───── Records ─────
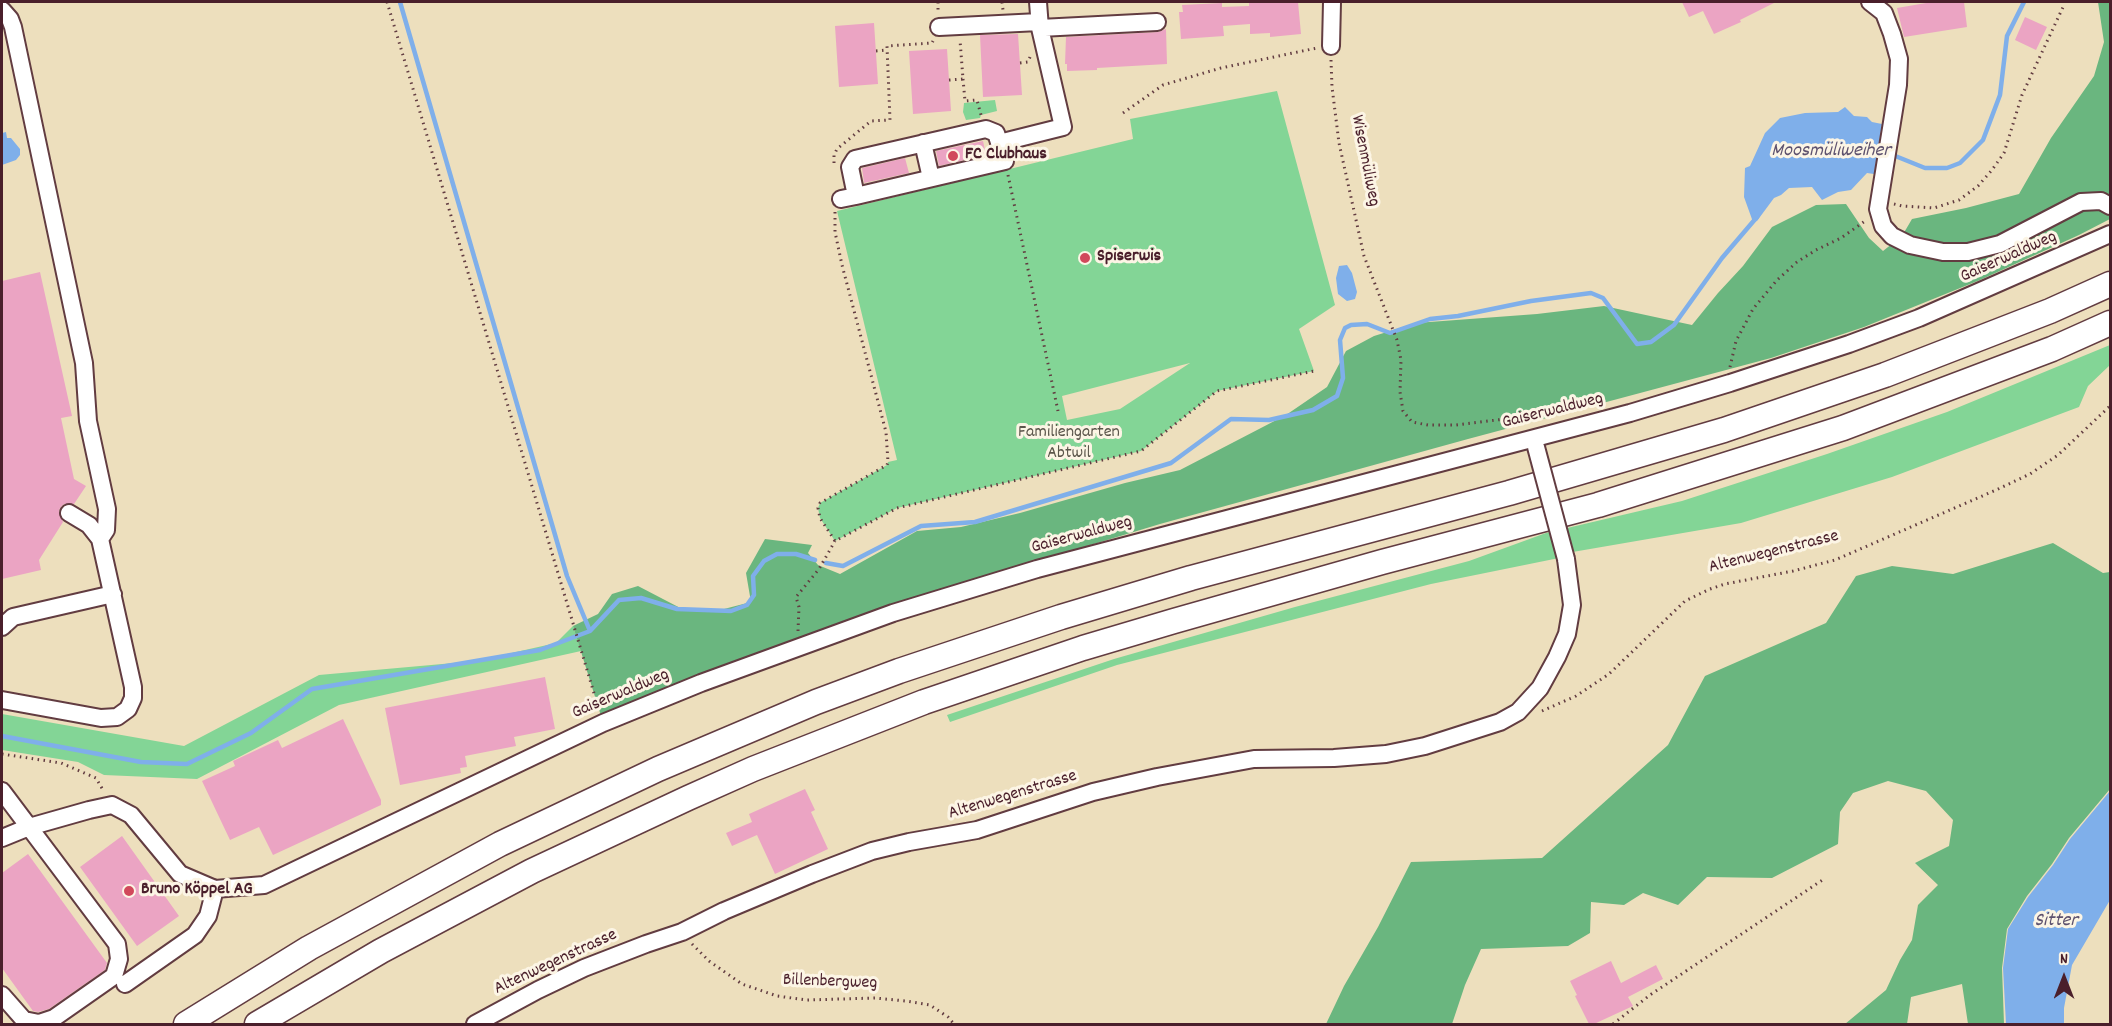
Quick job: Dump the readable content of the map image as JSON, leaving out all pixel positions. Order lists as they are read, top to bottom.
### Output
{
  "streets": {
    "street": ["Gaiserwaldweg", "Altenwegenstrasse"],
    "path": ["Wisenmüliweg", "Billenbergweg"]
  },
  "crossings": [
    ["Wisenmüliweg", "Gaiserwaldweg"],
    ["Wisenmüliweg", "Altenwegenstrasse"],
    ["Gaiserwaldweg", "Altenwegenstrasse"],
    ["Altenwegenstrasse", "Billenbergweg"]
  ],
  "water": ["Moosmüliweiher", "Sitter"],
  "parks": ["Familiengarten Abtwil"],
  "places": ["FC Clubhaus", "Spiserwis", "Bruno Köppel AG"],
  "north": "top"
}
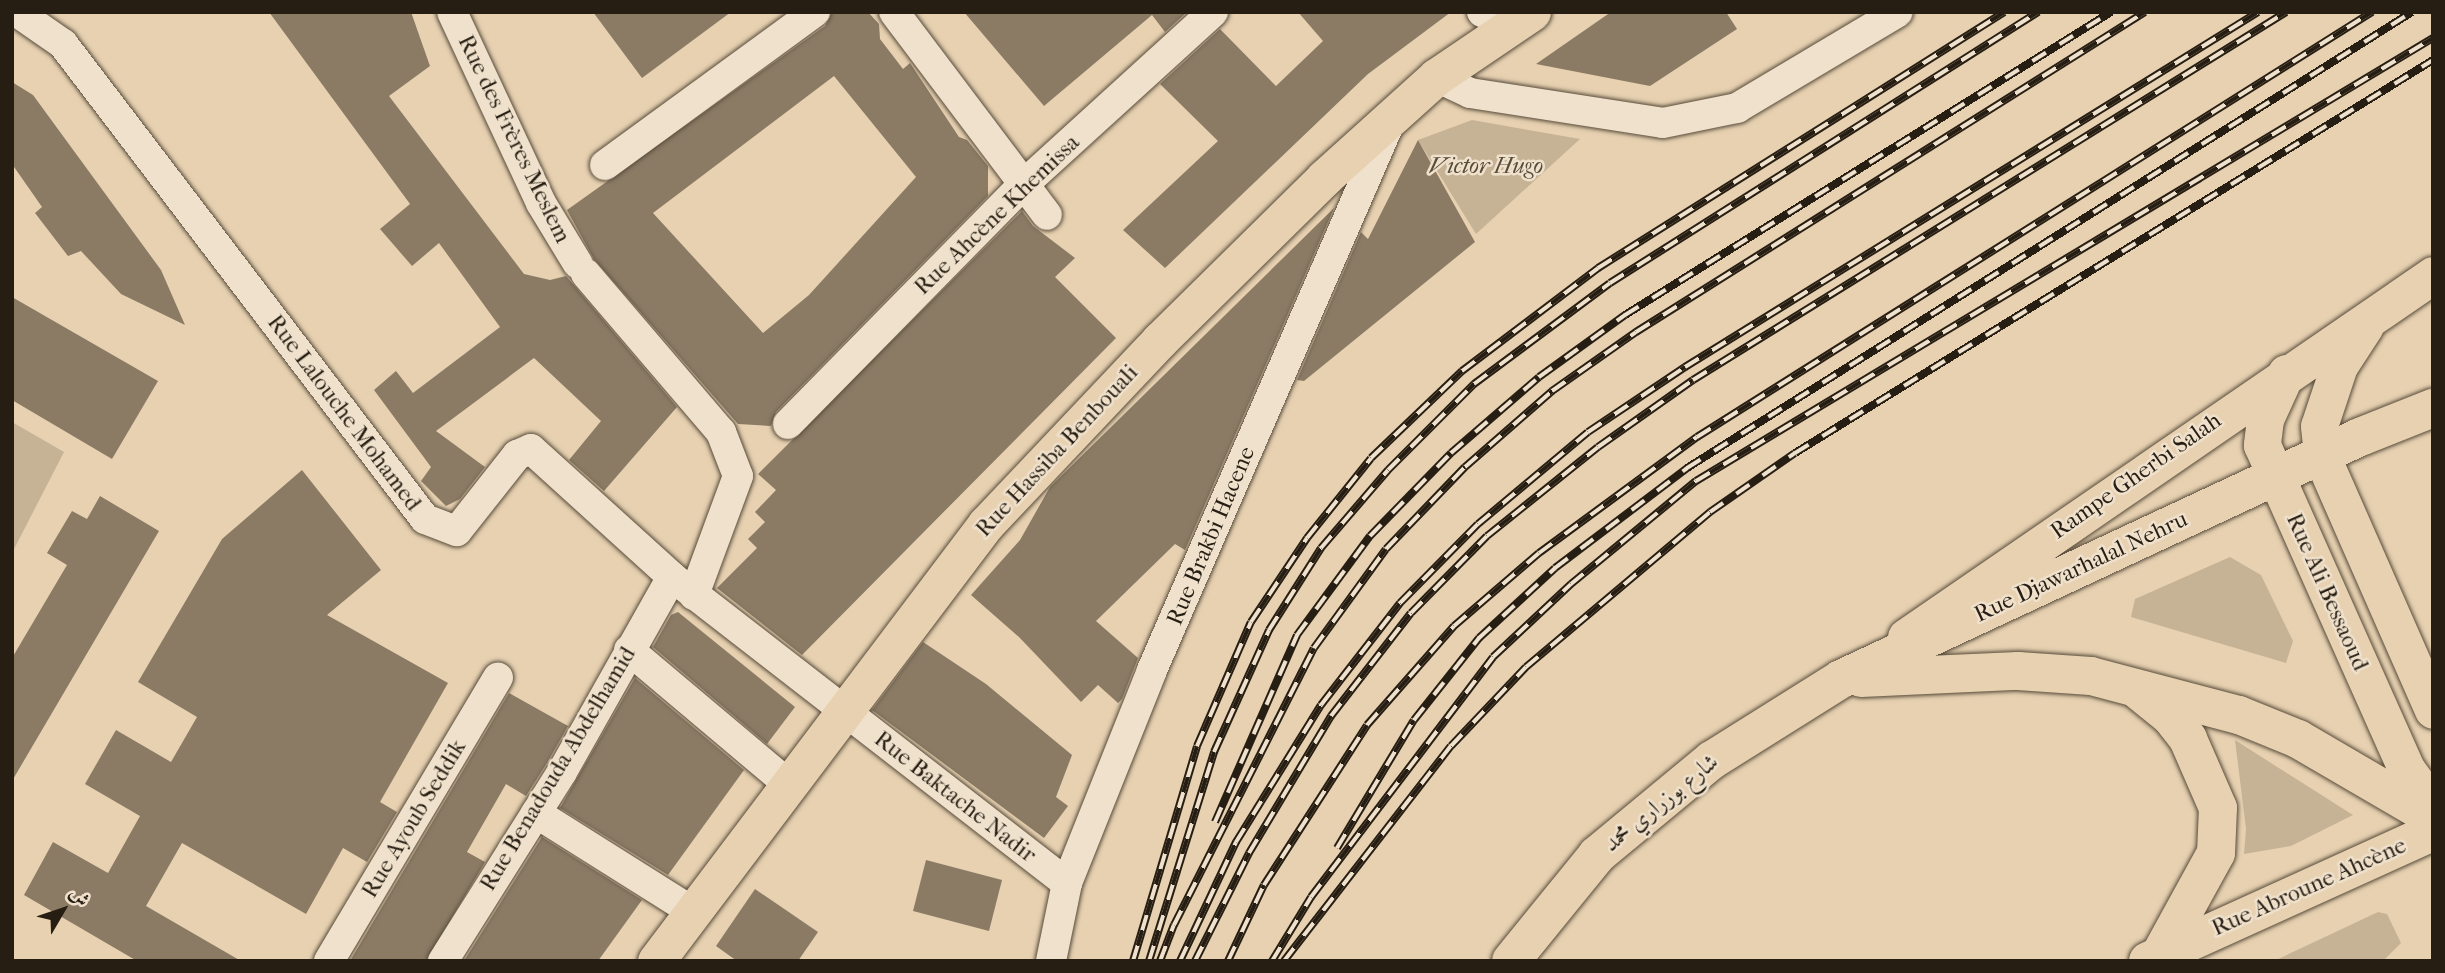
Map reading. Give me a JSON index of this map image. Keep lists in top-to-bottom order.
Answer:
{
  "streets": {
    "highway": ["Rue Djawarhalal Nehru", "شارع بوزراري محمد", "Rue Abroune Ahcène"],
    "main road": ["Rue Hassiba Benbouali", "Rampe Gherbi Salah", "Rue Ali Bessaoud"],
    "street": [
      "Rue des Frères Meslem",
      "Rue Ahcène Khemissa",
      "Rue Lalouche Mohamed",
      "Rue Brakbi Hacene",
      "Rue Benadouda Abdelhamid",
      "Rue Baktache Nadir",
      "Rue Ayoub Seddik"
    ]
  },
  "crossings": [
    ["Rue des Frères Meslem", "Rue Lalouche Mohamed"],
    ["Rue des Frères Meslem", "Rue Benadouda Abdelhamid"],
    ["Rue Lalouche Mohamed", "Rue Hassiba Benbouali"],
    ["Rue Lalouche Mohamed", "Rue Benadouda Abdelhamid"],
    ["Rue Lalouche Mohamed", "Rue Baktache Nadir"],
    ["Rue Hassiba Benbouali", "Rue Brakbi Hacene"],
    ["Rue Hassiba Benbouali", "Rue Baktache Nadir"],
    ["Rampe Gherbi Salah", "Rue Djawarhalal Nehru"],
    ["Rampe Gherbi Salah", "Rue Ali Bessaoud"],
    ["Rampe Gherbi Salah", "شارع بوزراري محمد"],
    ["Rue Brakbi Hacene", "Rue Baktache Nadir"],
    ["Rue Djawarhalal Nehru", "Rue Ali Bessaoud"],
    ["Rue Djawarhalal Nehru", "شارع بوزراري محمد"]
  ],
  "parks": ["Victor Hugo"],
  "north": "top right"
}
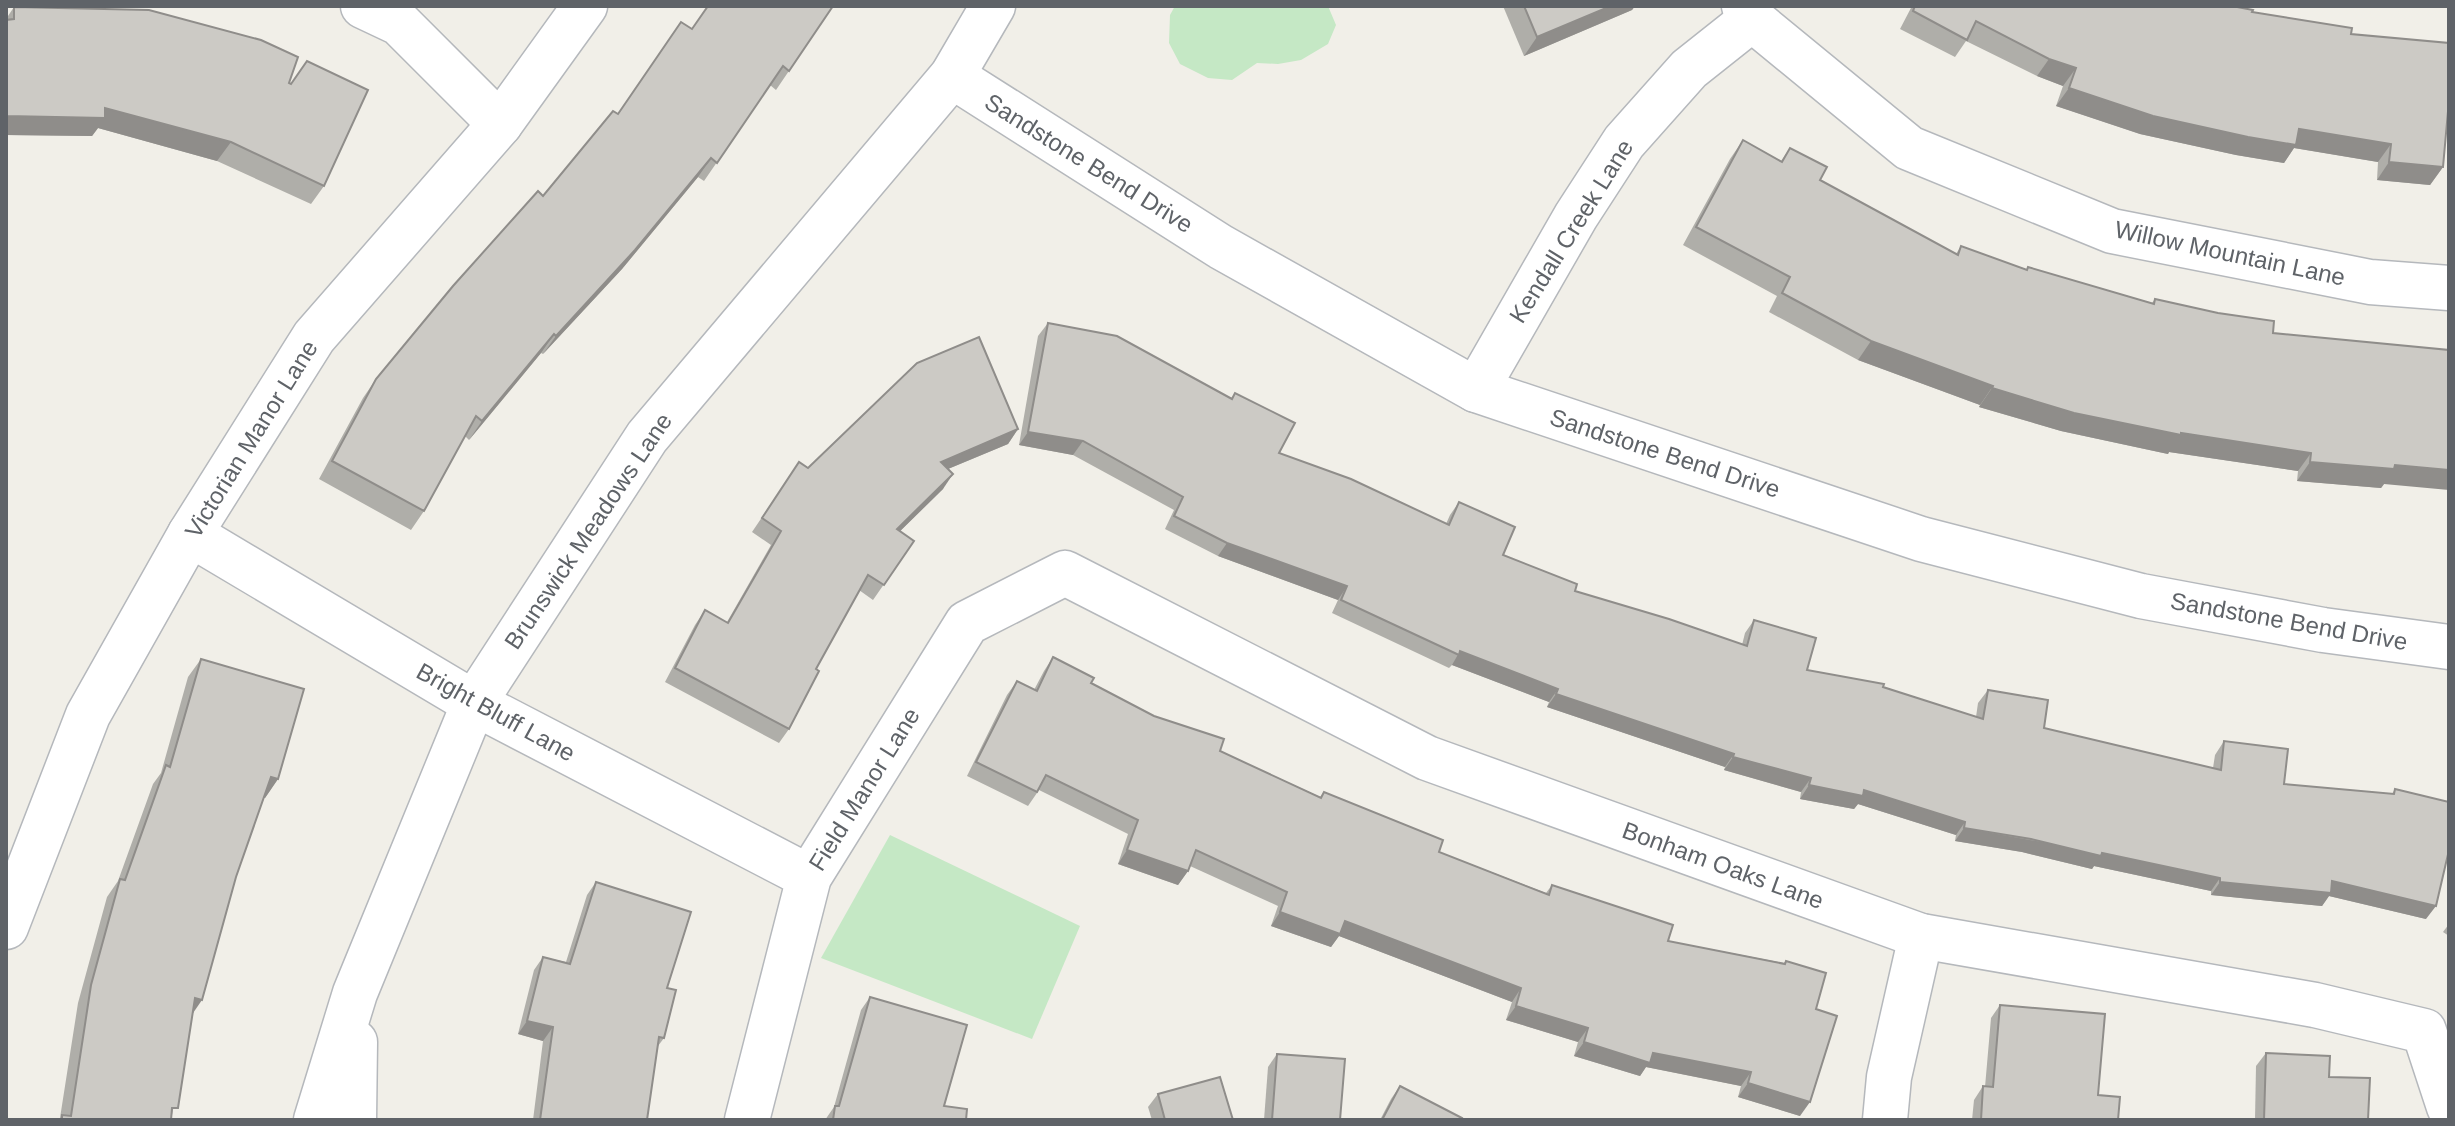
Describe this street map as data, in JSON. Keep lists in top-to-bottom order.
{
  "streets": {
    "street": [
      "Sandstone Bend Drive",
      "Kendall Creek Lane",
      "Willow Mountain Lane",
      "Victorian Manor Lane",
      "Brunswick Meadows Lane",
      "Bright Bluff Lane",
      "Field Manor Lane",
      "Bonham Oaks Lane"
    ]
  },
  "crossings": [
    ["Sandstone Bend Drive", "Kendall Creek Lane"],
    ["Sandstone Bend Drive", "Brunswick Meadows Lane"],
    ["Kendall Creek Lane", "Willow Mountain Lane"],
    ["Victorian Manor Lane", "Bright Bluff Lane"],
    ["Brunswick Meadows Lane", "Bright Bluff Lane"],
    ["Bright Bluff Lane", "Field Manor Lane"],
    ["Field Manor Lane", "Bonham Oaks Lane"]
  ]
}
─────
Are you able to set down all the lines above exactly, without any pictures?

Quick job: Dump the readable content of the map image as JSON, leaving out all pixel positions. Order lists as they are read, top to bottom.
### Output
{
  "streets": {
    "street": ["Gaiserwaldweg", "Altenwegenstrasse"],
    "path": ["Wisenmüliweg", "Billenbergweg"]
  },
  "crossings": [
    ["Wisenmüliweg", "Gaiserwaldweg"],
    ["Wisenmüliweg", "Altenwegenstrasse"],
    ["Gaiserwaldweg", "Altenwegenstrasse"],
    ["Altenwegenstrasse", "Billenbergweg"]
  ],
  "water": ["Moosmüliweiher", "Sitter"],
  "parks": ["Familiengarten Abtwil"],
  "places": ["FC Clubhaus", "Spiserwis", "Bruno Köppel AG"],
  "north": "top"
}
Map reading. Give me a JSON index of this map image. Keep lists in top-to-bottom order.
Answer:
{
  "streets": {
    "highway": ["Rue Djawarhalal Nehru", "شارع بوزراري محمد", "Rue Abroune Ahcène"],
    "main road": ["Rue Hassiba Benbouali", "Rampe Gherbi Salah", "Rue Ali Bessaoud"],
    "street": [
      "Rue des Frères Meslem",
      "Rue Ahcène Khemissa",
      "Rue Lalouche Mohamed",
      "Rue Brakbi Hacene",
      "Rue Benadouda Abdelhamid",
      "Rue Baktache Nadir",
      "Rue Ayoub Seddik"
    ]
  },
  "crossings": [
    ["Rue des Frères Meslem", "Rue Lalouche Mohamed"],
    ["Rue des Frères Meslem", "Rue Benadouda Abdelhamid"],
    ["Rue Lalouche Mohamed", "Rue Hassiba Benbouali"],
    ["Rue Lalouche Mohamed", "Rue Benadouda Abdelhamid"],
    ["Rue Lalouche Mohamed", "Rue Baktache Nadir"],
    ["Rue Hassiba Benbouali", "Rue Brakbi Hacene"],
    ["Rue Hassiba Benbouali", "Rue Baktache Nadir"],
    ["Rampe Gherbi Salah", "Rue Djawarhalal Nehru"],
    ["Rampe Gherbi Salah", "Rue Ali Bessaoud"],
    ["Rampe Gherbi Salah", "شارع بوزراري محمد"],
    ["Rue Brakbi Hacene", "Rue Baktache Nadir"],
    ["Rue Djawarhalal Nehru", "Rue Ali Bessaoud"],
    ["Rue Djawarhalal Nehru", "شارع بوزراري محمد"]
  ],
  "parks": ["Victor Hugo"],
  "north": "top right"
}
Describe this street map as data, in JSON. Keep lists in top-to-bottom order.
{
  "streets": {
    "street": [
      "Sandstone Bend Drive",
      "Kendall Creek Lane",
      "Willow Mountain Lane",
      "Victorian Manor Lane",
      "Brunswick Meadows Lane",
      "Bright Bluff Lane",
      "Field Manor Lane",
      "Bonham Oaks Lane"
    ]
  },
  "crossings": [
    ["Sandstone Bend Drive", "Kendall Creek Lane"],
    ["Sandstone Bend Drive", "Brunswick Meadows Lane"],
    ["Kendall Creek Lane", "Willow Mountain Lane"],
    ["Victorian Manor Lane", "Bright Bluff Lane"],
    ["Brunswick Meadows Lane", "Bright Bluff Lane"],
    ["Bright Bluff Lane", "Field Manor Lane"],
    ["Field Manor Lane", "Bonham Oaks Lane"]
  ]
}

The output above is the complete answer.